Download the `session task archive`_.

.. _`session task archive`: http://elf.cs.pub.ro/sis/res/06-modern-solutions.tar

1. Open the `session task archive`_ and access the ``rop-shell/`` subfolder. Your goal is to open a shell by calling ``system("/bin/sh")``. You can jump directly to where ``system()`` is called. You need to store the address of ``"sh"`` in RDI using a gadget. You can find the address of ``"sh"`` in the executable by using ``find`` in GDB PEDA.

   Construct the ROP-based payload in ``exploit.py`` similar to the ``exploit.py`` file in the ``rop-demo/`` subfolder.
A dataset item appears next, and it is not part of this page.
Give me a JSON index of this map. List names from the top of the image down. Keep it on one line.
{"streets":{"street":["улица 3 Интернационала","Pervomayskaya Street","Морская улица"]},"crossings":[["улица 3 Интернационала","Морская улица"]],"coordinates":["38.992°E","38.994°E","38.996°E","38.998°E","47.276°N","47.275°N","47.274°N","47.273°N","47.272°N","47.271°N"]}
   You can look for ROP gadgets by issuing the command

   ::

       ROPgadget --binary vuln

2. Open the `session task archive`_ and access the ``rop-chain/`` subfolder. You goal is to call ``mega_checker()`` after the ``checker()`` call. Both the ``"ihahaha!"`` and the ``"Uberihahaha!"`` messages need to be printed. For the ``mega_checker()`` to be properly called you need to initialized both the RDI register (1st parameter) and the RSI register (2nd parameter).

   Construct the ROP-based payload in ``exploit.py``.

3. First make sure you have a recent version of Clang/LLVM (3.8+) installed. If you use the lab machines, use ``apt-get`` to install the ``clang-4.0`` package.

   Open the `session task archive`_ and access the ``dop/`` subfolder. Open ``dop.c``. What is the vulnerability? Notice there is a buffer overflow in ``f`` and that ``f`` contains a while loop that acts as an interpreter.

   Open ``payload.c`` and study the example payload. What does it do? Fill in the missing addresses in ``payload.c``. Generate the payload and feed it to ``dop``. It should print "End of program: FAILAA!".

   Devise a similar payload that makes ``dop`` print "End of program: SISPWN!".

   Recompile ``dop`` with the ``-fsanitize=safe-stack`` flag and run the exploit again. What happened? Why?